Quali punti sono carenti nell’attuale legge Obiettivo per quanto riguarda la gestione del rapporto con il territorio?
La legge Obiettivo è ormai metabolizzata nella prassi politico-amministrativa come la legge delle opere grandi, medie e (persino) piccole che ambiscono ad avere una corsia preferenziale per le procedure e, soprattutto, per i finanziamenti. È scemato il carattere emergenziale e anti interdizione degli enti locali; c’è quindi una maggiore (positiva) fisiologicità nella sua applicazione, anche se la legge non affronta né tantomeno risolve il problema del rapporto corretto fra centro e periferia con le rispettive ragioni nell’ormai ineludibile intreccio fra globale e locale (glocal). Nella prassi applicativa emerge con evidenza l’incapacità della legge di garantire un’effettiva selezione delle priorità, ma questo è un difetto molto italiano che è difficile imputare solo (o principalmente) alla legge Obiettivo.
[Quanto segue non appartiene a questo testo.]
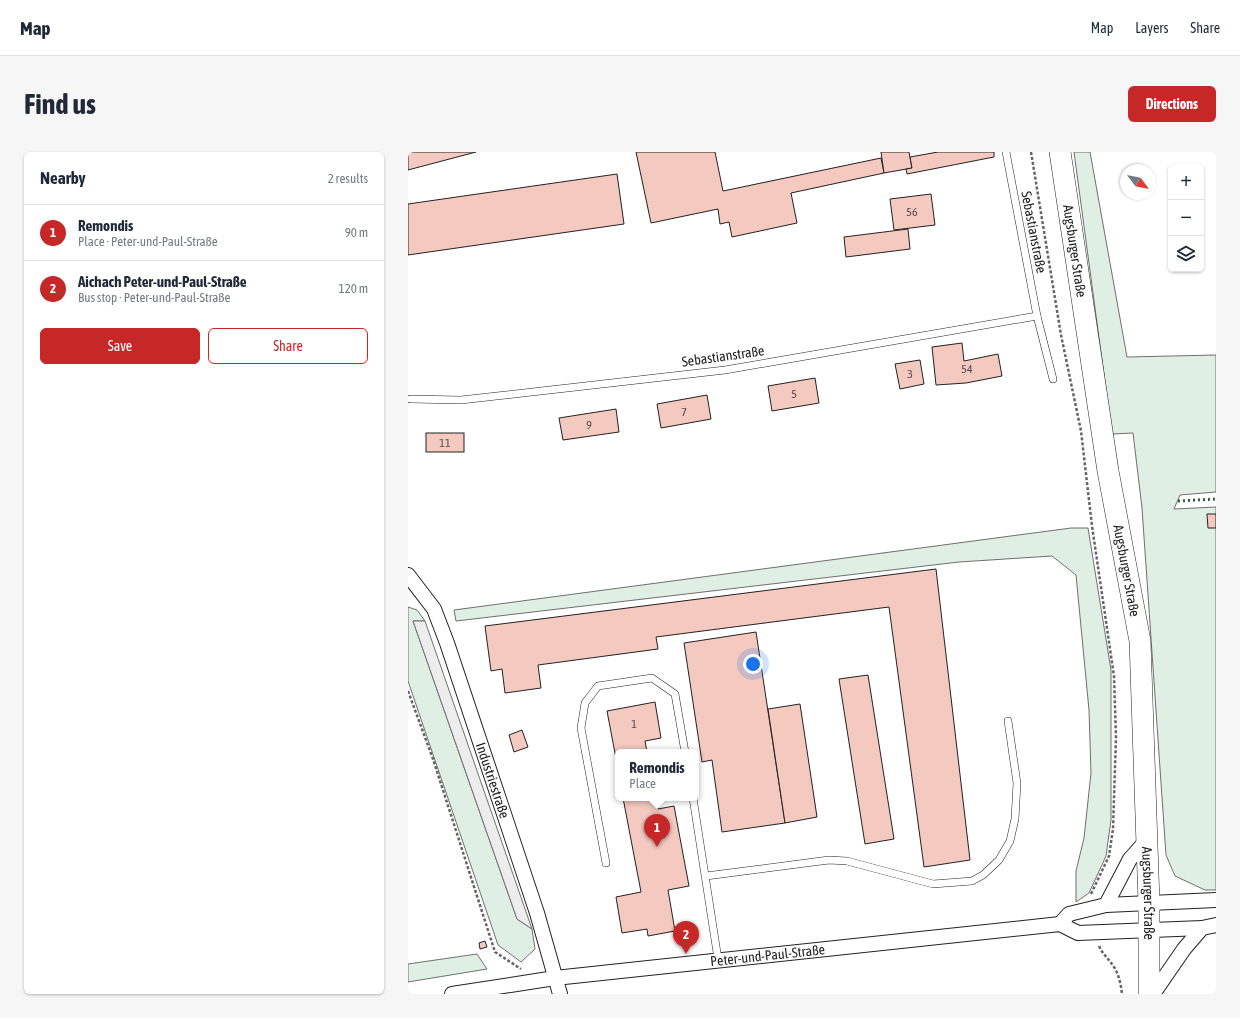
<!DOCTYPE html>
<html lang="en">
<head>
<meta charset="utf-8">
<style>
	:root { --surface:#fff; --page:#f6f6f7; --text:#1f2937; --muted:#747a83; --line:#e0e1e3; --accent:#c62828 }
	body { margin:0; font-family:"Asap Condensed",sans-serif; background:var(--page); color:var(--text) }
	.controls { position:absolute; right:12px; top:12px; display:grid; overflow:hidden; border-radius:6px; box-shadow:0 1px 3px #0004 }
	.controls button { width:36px; height:36px; display:grid; place-items:center; padding:0; border:0; border-bottom:1px solid var(--line); background:var(--surface); color:var(--text); font:20px sans-serif }
	.compass { position:absolute; left:712px; top:12px; width:36px; height:36px; border-radius:50%; background:var(--surface); box-shadow:0 1px 3px #0004; rotate:122deg }
	.you { position:absolute; left:345px; top:512px; width:14px; height:14px; margin:-10px; border:3px solid #fff; border-radius:50%; background:#1a73e8; box-shadow:0 0 0 6px #1a73e833 }
	.badge { display:grid; place-items:center; width:26px; height:26px; border-radius:50%; background:var(--accent); color:#fff; font-size:13px; font-weight:700 }
	.pin { position:absolute; translate:-50% -33px; filter:drop-shadow(0 1px 2px #0008) }
	.pin::after { content:''; position:absolute; top:21px; width:14px; height:12px; background:inherit; clip-path:polygon(0 0,100% 0,50% 100%) }
	.popup { position:absolute; left:207px; top:597px; width:84px; height:52px; box-sizing:border-box; display:grid; place-content:center; border-radius:6px; background:var(--surface); filter:drop-shadow(0 1px 3px #0005); font-size:13px; white-space:nowrap; color:var(--muted) }
	.popup b { font-size:15px; color:var(--text) }
	.popup::after { content:''; position:absolute; left:50%; top:100%; margin-left:-8px; border:8px solid transparent; border-top-color:var(--surface) }
	.list { margin:0; padding:0; list-style:none }
	h2 { display:flex; justify-content:space-between; align-items:center; height:52px; margin:0; padding:0 16px; font-size:17px }
	h2 small { font-size:13px; font-weight:400; color:var(--muted) }
	.list li { display:grid; grid-template-columns:26px 1fr auto; gap:12px; align-items:center; box-sizing:border-box; height:56px; padding:0 16px; border-top:1px solid var(--line) }
	.list b { display:block; font-size:15px; white-space:nowrap }
	.list p { margin:0; font-size:13px; white-space:nowrap; color:var(--muted) }
	.list em { font-size:13px; font-style:normal; color:var(--muted) }
	.actions { display:flex; gap:8px; padding:12px 16px }
	.actions a { flex:1; padding:9px 0; border:1px solid var(--accent); border-radius:6px; text-align:center; font-size:14px; color:var(--accent) }
	.actions .main { background:var(--accent); color:#fff }
	.icon { flex:none; width:22px; height:22px; fill:none; stroke:currentColor; stroke-width:2; stroke-linecap:round; stroke-linejoin:round }
	.map { position:relative; flex:none; width:808px; height:842px; overflow:hidden; border-radius:6px }
	header { display:flex; align-items:center; gap:24px; box-sizing:border-box; height:56px; padding:0 20px; background:var(--surface); border-bottom:1px solid var(--line) }
	header strong { font-size:19px }
	nav { display:flex; gap:22px; margin-inline-start:auto; font-size:14px }
	.intro { display:flex; align-items:center; justify-content:space-between; box-sizing:border-box; height:96px; padding:0 24px }
	h1 { margin:0; font-size:28px }
	.button { padding:10px 18px; border-radius:6px; background:var(--accent); color:#fff; font-size:14px; font-weight:700 }
	main { display:flex; gap:24px; padding:0 24px }
	aside { flex:1; background:var(--surface); border-radius:6px; box-shadow:0 1px 3px #0004 }
	.map>svg:first-child { display:block }
</style>
</head>
<body>
<header>
<strong>Map</strong>
<nav><a>Map</a><a>Layers</a><a>Share</a></nav>
</header>
<div class="intro"><h1>Find us</h1><a class="button">Directions</a></div>
<main>
<aside>
<h2>Nearby<small>2 results</small></h2>
<ul class="list">
<li><span class="badge">1</span><div><b>Remondis</b><p>Place · Peter-und-Paul-Straße</p></div><em>90 m</em></li>
<li><span class="badge">2</span><div><b>Aichach Peter-und-Paul-Straße</b><p>Bus stop · Peter-und-Paul-Straße</p></div><em>120 m</em></li>
</ul>
<div class="actions"><a class="main">Save</a><a>Share</a></div>
</aside>
<div class="map">
<svg width="808" height="842" viewBox="0 0 808 842">
	<rect width="100%" height="100%" fill="#fff"/>
	<g fill="#e0efe3" stroke="#6f6f6f">
		<polygon points="666,0 682,0 719,205 808,203 808,340 772,343 766,357 808,355 808,738 797,738 767,724 758,703 734,356 725,281 704,282"/>
		<polygon points="663,376 680,376 703,518 703,668 698,704 681,741 668,750 668,719 676,686 683,621 681,558 668,423 644,404 551,410 48,469 46,458"/>
		<polygon points="0,455 9,458 17,469 5,469 109,767 124,777 127,797 113,810 90,793 0,529"/>
		<polygon points="69,802 79,817 0,830 0,812"/>
	</g>
	<polygon fill="#ededed" stroke="#6f6f6f" points="5,469 17,469 124,777 109,767"/>
	<g fill="#f3c9c0" stroke="#222">
		<polygon points="0,0 68,0 0,18"/>
		<polygon points="228,0 307,0 315,39 473,6 476,21 383,41 389,71 324,85 321,70 312,72 310,57 243,71"/>
		<polygon points="473,0 501,0 504,16 476,21"/>
		<polygon points="530,0 586,0 586,5 499,22 498,17 504,16 502,5"/>
		<polygon points="209,22 216,72 0,103 0,52"/>
		<polygon points="523,42 527,73 486,78 482,47"/>
		<polygon points="500,77 502,97 438,105 436,85"/>
		<polygon points="554,191 556,209 590,202 594,224 558,231 528,233 524,195"/>
		<polygon points="512,208 516,232 492,237 487,212"/>
		<polygon points="407,226 411,251 364,259 360,234"/>
		<polygon points="299,243 303,267 253,276 249,252"/>
		<polygon points="208,257 211,280 155,288 151,266"/>
		<rect x="18" y="281" width="38" height="19"/>
		<polygon points="799,362 808,362 808,376 800,376"/>
		<polygon points="528,417 562,708 516,715 481,455 248,485 250,497 130,513 133,536 97,541 94,517 83,519 77,474"/>
		<polygon points="348,480 377,671 314,680 304,608 294,610 276,491"/>
		<polygon points="460,523 486,687 457,692 431,527"/>
		<polygon points="247,550 253,586 237,589 239,600 210,600 210,617 199,559"/>
		<polygon points="392,552 409,665 377,671 360,557"/>
		<polygon points="114,578 120,595 106,600 101,583"/>
		<polygon points="215,646 248,646 250,657 266,654 281,734 260,738 267,779 240,784 239,777 214,781 208,745 233,740"/>
		<polygon points="77,789 79,795 72,797 71,791"/>
	</g>
	<g fill="none" stroke-linecap="round" stroke-linejoin="round">
		<g stroke="#222" stroke-width="8">
			<g id="lane">
				<polyline points="598,0 629,164 645,227"/>
				<polyline points="2,247 53,248 317,218 629,164"/>
				<polyline points="285,646 310,807"/>
				<polyline points="198,711 173,576 177,551 190,534 244,526 267,542 277,600"/>
				<polyline points="298,724 421,708 439,709 525,732 564,729 575,723 591,708 602,689 607,667 609,631 600,569"/>
			</g>
		</g>
		<g stroke="#222" stroke-width="16">
			<g id="street">
				<path id="s1" d="M0 423 26 457 39 491 129 761 152 842"/>
				<polyline points="698,753 722,707 739,688"/>
				<polyline points="652,772 661,762 698,753 808,748"/>
				<path id="s2" d="M44 842 147 826 652 772 670 781 794 776 808 773"/>
				<polyline points="745,842 776,797 794,776"/>
			</g>
		</g>
		<g stroke="#222" stroke-width="22">
			<g id="secondary">
				<path id="s3" d="M652 0 700 319 732 489 741 751V842"/>
			</g>
		</g>
		<g stroke="#646464" stroke-width="2.5" stroke-dasharray="3 2" stroke-linecap="butt">
			<polyline points="623,0 653,183 673,279 684,374 706,524 708,585 705,677 701,704 683,742"/>
			<polyline points="0,539 25,607 87,800 113,817"/>
			<path d="M691 794C695 803 701 807 706 815 711 823 713 833 714 842"/>
		</g>
		<use href="#lane" stroke="#fff" stroke-width="7"/>
		<use href="#street" stroke="#fff" stroke-width="14"/>
		<use href="#secondary" stroke="#fff" stroke-width="21"/>
		<polyline stroke="#2f5e38" stroke-width="3" stroke-dasharray="2 3" stroke-linecap="butt" points="770,349 808,347"/>
	</g>
	<g text-anchor="middle" stroke-width="3" stroke-linejoin="round" paint-order="stroke">
		<g font-size="12" fill="#564c4a">
			<text x="504" y="64">56</text>
			<text x="559" y="221">54</text>
			<text x="502" y="226">3</text>
			<text x="386" y="246">5</text>
			<text x="276" y="264">7</text>
			<text x="181" y="277">9</text>
			<text x="37" y="295">11</text>
			<text x="226" y="576">1</text>
		</g>
		<g font-size="14" fill="#222" stroke="#fff">
			<text transform="translate(626 80) rotate(79)" y="5">Sebastianstraße</text>
			<text dy="5" stroke="none"><textPath href="#s3" startOffset="100">Augsburger Straße</textPath></text>
			<text transform="translate(315 204) rotate(-8)" y="5">Sebastianstraße</text>
			<text dy="5" stroke="none"><textPath href="#s3" startOffset="424">Augsburger Straße</textPath></text>
			<text dy="5" stroke="none"><textPath href="#s1" startOffset="224">Industriestraße</textPath></text>
			<text dy="5" stroke="none"><textPath href="#s3" startOffset="748">Augsburger Straße</textPath></text>
			<text dy="5" stroke="none"><textPath href="#s2" startOffset="318">Peter-und-Paul-Straße</textPath></text>
		</g>
	</g>
</svg>
<div class="controls">
<button>+</button>
<button>−</button>
<button><svg class="icon" aria-label="layers" viewBox="0 0 24 24"><path d="M12 4l9 5-9 5-9-5zM3 14l9 5 9-5"/></svg></button>
</div>
<svg class="compass" viewBox="-18 -18 36 36"><path d="M0-13l5 13h-10z" fill="#e53935"/><path d="M0 13l5-13h-10z" fill="#747a83"/></svg>
<div class="you"></div>
<div class="pin badge" style="left:249px;top:695px">1</div>
<div class="popup"><b>Remondis</b>Place</div>
<div class="pin badge" style="left:278px;top:802px">2</div>
</div>
</main>
</body>
</html>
Per quel che riguarda le modalità di cantierizzazione come pensate di procedere? Qual è la previsione quantitativa di operai/tecnici che lavoreranno?
Le modalità di cantiere sono due: si interviene in aree già compromesse realizzando prima i binari, in modo che tutte le movimentazioni non avvengano su gomma; i cantieri non funzionano con il modello del «campo base»: gli operai (circa 2.000) non vivono e non mangiano nel cantiere ma nel tessuto ricettivo del territorio; nei 10 anni di durata del cantiere contiamo circa 10 milioni di pasti e 3,5 milioni di pernottamenti. Si ristruttureranno immobili ad hoc che verranno utilizzati per il periodo della cantierizzazione come residenze operaie e successivamente cedute a soggetti pubblici.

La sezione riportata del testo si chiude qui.